Using only the records, tally the lines with "limit" in them and state that total by itself.

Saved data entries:
════════

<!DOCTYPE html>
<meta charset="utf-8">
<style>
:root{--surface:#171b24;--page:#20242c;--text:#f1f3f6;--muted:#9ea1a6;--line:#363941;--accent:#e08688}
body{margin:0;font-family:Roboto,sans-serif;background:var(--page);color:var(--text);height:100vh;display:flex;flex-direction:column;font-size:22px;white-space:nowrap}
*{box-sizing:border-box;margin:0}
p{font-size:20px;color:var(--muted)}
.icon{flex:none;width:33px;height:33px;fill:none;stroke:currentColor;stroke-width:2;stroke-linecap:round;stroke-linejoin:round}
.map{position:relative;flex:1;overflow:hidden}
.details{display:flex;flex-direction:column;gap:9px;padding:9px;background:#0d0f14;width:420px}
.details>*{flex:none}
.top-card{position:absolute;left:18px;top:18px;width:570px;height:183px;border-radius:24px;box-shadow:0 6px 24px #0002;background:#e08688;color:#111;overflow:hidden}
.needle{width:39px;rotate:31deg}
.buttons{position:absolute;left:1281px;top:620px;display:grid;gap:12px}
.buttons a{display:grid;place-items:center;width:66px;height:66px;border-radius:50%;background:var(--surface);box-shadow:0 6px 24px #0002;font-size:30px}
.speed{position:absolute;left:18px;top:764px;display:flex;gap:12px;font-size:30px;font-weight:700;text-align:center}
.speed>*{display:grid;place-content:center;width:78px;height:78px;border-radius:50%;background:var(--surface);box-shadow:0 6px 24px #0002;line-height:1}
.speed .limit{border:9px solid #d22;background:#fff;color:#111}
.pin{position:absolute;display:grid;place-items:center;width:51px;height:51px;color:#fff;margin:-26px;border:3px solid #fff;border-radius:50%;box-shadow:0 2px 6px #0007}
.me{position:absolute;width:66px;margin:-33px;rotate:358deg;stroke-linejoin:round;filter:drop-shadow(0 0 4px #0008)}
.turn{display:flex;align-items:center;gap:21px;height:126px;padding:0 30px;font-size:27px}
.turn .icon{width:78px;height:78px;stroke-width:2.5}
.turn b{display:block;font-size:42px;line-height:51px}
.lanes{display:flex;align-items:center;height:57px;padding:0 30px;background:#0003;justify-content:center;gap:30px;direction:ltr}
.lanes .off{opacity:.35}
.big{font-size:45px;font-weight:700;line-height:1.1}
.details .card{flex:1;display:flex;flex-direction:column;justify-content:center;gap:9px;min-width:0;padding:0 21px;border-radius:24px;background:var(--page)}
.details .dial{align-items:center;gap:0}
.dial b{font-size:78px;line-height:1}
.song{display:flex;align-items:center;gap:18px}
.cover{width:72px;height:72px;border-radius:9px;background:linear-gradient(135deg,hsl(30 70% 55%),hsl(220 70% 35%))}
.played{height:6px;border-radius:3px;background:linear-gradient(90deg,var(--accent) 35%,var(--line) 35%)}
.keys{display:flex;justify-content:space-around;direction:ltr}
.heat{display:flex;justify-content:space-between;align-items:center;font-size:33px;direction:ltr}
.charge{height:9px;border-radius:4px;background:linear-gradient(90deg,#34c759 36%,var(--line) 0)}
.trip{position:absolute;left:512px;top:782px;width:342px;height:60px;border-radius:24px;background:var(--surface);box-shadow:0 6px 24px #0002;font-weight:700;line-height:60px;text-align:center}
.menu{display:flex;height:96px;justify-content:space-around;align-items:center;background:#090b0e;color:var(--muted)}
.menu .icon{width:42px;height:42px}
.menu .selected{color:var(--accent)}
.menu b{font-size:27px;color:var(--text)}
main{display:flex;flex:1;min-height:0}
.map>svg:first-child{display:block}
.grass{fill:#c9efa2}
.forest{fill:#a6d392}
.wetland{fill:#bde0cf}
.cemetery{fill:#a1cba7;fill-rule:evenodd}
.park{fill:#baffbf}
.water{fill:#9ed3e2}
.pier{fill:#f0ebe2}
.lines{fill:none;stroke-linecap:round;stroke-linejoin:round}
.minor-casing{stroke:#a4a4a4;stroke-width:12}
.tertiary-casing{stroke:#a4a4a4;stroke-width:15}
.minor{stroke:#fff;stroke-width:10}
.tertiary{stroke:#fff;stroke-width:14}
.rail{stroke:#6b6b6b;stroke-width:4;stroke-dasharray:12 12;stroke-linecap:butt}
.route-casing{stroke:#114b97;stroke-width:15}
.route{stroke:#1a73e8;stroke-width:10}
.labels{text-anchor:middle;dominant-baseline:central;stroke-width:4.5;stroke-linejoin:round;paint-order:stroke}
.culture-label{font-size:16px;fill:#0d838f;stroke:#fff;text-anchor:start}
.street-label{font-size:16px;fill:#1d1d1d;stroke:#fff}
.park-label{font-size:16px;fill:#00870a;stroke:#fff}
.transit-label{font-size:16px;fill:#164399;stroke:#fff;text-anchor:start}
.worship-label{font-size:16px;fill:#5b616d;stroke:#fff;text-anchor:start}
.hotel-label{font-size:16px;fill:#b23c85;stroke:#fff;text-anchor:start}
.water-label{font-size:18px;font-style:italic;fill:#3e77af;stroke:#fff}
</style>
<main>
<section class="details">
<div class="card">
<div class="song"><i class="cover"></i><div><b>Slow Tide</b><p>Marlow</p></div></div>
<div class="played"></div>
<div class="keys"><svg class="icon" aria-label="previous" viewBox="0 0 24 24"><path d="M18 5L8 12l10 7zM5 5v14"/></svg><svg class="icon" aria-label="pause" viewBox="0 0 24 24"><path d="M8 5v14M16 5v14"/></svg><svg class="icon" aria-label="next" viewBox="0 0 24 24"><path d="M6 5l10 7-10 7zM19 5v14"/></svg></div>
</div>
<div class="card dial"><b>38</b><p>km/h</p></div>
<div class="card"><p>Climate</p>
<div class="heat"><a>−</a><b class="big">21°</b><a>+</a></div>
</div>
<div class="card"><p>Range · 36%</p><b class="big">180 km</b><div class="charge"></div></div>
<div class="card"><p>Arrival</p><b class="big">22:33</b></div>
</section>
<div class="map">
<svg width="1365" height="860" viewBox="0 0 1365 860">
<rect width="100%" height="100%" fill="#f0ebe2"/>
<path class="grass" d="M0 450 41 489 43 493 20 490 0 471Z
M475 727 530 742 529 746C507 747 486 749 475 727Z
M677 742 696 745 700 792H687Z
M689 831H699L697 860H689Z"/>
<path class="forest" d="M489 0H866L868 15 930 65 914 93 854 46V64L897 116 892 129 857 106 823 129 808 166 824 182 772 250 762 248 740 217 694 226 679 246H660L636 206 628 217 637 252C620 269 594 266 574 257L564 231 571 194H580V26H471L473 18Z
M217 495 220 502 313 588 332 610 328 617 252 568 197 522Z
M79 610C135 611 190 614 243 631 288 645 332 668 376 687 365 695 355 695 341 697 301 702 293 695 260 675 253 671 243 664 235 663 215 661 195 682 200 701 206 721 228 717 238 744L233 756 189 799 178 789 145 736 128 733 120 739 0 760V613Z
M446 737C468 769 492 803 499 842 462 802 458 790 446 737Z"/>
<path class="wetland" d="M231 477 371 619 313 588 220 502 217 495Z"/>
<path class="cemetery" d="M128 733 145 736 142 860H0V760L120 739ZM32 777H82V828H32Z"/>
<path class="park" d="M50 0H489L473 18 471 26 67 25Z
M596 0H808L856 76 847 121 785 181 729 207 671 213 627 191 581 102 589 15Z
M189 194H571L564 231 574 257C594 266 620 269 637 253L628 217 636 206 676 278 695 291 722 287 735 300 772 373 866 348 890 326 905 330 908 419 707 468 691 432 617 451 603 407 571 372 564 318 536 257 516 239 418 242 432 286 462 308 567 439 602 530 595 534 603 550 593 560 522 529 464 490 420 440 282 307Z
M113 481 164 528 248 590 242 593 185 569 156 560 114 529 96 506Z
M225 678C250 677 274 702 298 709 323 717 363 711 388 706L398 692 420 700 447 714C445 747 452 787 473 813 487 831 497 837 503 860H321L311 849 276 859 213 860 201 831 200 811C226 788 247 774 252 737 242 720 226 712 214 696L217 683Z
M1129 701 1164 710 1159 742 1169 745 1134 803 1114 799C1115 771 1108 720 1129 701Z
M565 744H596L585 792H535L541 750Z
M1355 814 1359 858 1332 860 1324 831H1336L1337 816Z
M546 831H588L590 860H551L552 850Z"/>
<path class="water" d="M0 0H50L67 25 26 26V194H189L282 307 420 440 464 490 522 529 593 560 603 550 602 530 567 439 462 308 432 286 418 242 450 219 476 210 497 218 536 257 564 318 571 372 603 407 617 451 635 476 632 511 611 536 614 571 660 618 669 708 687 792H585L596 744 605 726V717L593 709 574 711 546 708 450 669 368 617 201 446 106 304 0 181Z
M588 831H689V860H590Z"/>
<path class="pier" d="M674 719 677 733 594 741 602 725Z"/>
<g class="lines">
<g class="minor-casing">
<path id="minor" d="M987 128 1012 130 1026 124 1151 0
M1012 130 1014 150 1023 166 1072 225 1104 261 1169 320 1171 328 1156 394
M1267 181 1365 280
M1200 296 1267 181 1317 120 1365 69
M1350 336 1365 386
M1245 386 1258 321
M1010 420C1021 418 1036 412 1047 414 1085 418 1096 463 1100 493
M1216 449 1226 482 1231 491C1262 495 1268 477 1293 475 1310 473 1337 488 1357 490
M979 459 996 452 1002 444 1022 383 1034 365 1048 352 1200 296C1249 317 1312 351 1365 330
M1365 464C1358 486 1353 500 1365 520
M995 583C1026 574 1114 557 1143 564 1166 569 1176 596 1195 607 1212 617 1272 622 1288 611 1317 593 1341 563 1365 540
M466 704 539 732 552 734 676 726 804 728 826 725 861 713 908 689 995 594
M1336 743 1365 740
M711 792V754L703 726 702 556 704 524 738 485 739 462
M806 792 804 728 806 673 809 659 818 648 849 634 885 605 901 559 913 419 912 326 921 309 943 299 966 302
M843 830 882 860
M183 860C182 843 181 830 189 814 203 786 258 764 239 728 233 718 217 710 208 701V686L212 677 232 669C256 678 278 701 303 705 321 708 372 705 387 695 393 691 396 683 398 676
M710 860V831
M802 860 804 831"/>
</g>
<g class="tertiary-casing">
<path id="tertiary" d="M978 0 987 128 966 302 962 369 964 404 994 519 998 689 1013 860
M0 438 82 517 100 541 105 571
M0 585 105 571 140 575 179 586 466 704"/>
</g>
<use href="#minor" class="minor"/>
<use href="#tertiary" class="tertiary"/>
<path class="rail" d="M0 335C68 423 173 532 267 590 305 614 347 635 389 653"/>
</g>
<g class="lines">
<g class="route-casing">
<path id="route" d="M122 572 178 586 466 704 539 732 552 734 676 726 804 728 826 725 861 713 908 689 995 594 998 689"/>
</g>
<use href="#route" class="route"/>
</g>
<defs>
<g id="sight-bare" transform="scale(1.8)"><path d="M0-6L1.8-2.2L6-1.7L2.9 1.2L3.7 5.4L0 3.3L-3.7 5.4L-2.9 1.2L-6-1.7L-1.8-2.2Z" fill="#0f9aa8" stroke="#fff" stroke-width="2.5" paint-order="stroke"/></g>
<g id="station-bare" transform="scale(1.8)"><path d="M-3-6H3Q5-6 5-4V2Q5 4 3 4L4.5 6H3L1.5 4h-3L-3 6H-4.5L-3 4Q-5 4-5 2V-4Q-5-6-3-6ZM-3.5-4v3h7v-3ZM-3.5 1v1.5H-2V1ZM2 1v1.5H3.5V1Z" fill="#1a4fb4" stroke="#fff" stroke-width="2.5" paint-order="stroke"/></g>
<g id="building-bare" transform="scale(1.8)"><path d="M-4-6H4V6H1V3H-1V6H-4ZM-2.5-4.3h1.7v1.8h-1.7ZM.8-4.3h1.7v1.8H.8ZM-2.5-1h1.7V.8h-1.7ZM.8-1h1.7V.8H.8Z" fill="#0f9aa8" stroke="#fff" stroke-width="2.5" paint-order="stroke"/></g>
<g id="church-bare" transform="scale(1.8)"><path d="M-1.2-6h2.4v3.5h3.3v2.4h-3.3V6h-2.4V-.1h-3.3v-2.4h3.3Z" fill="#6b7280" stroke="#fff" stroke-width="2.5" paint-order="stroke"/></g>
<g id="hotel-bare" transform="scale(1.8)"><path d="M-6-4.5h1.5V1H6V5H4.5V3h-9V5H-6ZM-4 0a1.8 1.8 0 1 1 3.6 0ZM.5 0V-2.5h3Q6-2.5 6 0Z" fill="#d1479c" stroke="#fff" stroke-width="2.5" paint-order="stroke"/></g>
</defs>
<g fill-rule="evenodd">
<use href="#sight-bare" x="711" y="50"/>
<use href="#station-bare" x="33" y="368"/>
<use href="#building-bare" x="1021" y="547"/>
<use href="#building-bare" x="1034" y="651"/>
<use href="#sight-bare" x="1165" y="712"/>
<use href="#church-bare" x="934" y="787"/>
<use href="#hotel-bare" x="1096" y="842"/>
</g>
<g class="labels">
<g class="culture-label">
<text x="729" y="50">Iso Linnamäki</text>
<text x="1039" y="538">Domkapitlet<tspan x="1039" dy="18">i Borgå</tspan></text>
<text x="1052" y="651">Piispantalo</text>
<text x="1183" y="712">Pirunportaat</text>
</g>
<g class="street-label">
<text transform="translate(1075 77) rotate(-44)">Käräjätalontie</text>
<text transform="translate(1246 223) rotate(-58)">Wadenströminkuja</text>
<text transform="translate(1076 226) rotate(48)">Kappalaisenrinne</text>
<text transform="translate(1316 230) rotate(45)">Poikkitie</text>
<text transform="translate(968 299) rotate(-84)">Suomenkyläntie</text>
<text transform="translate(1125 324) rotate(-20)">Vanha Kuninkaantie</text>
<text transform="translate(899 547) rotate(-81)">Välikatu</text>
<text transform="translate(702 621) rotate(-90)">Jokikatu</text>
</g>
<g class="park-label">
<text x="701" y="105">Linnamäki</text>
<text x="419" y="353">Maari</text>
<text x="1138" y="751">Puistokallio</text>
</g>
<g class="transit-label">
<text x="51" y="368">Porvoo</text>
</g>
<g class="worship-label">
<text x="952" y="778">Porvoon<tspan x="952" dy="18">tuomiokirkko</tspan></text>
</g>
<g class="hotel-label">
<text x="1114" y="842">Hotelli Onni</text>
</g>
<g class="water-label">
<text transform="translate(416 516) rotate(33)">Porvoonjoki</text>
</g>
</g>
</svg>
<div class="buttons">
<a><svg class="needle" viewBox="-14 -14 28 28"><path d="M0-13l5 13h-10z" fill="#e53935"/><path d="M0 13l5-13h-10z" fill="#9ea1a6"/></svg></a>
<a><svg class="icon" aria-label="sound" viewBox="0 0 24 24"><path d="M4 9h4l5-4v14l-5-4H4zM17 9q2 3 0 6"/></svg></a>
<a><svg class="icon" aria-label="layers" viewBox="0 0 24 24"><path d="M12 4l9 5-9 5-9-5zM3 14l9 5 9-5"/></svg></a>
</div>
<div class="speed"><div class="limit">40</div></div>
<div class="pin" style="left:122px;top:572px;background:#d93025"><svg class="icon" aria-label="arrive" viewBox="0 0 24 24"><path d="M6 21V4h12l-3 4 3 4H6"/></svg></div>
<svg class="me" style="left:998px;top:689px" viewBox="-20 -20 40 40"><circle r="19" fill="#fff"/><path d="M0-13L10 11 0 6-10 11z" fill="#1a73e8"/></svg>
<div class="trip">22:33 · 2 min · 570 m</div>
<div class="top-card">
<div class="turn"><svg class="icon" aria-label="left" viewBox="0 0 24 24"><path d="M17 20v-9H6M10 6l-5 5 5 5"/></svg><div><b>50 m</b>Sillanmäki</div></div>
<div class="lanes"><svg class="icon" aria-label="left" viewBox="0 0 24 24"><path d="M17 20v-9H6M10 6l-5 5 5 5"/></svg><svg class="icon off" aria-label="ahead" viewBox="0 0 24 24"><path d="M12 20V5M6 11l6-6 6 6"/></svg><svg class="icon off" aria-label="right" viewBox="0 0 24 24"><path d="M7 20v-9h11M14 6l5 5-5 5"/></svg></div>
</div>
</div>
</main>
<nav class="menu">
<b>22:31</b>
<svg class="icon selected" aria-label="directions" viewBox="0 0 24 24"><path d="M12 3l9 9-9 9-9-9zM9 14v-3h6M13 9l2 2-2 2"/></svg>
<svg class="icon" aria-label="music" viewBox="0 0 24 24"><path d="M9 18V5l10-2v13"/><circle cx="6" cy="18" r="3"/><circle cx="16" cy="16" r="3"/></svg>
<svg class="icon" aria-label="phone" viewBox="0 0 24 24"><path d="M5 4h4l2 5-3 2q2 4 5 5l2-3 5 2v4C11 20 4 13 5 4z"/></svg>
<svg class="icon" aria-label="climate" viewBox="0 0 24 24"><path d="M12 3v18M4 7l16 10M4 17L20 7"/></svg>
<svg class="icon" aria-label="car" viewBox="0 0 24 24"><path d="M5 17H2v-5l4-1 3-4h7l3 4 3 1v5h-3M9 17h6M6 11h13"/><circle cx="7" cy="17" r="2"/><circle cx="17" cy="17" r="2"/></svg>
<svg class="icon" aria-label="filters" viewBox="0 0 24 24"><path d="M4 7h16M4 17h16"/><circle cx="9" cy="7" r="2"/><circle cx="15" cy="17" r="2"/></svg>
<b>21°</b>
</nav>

════════

### WRITTEN ANSWER
2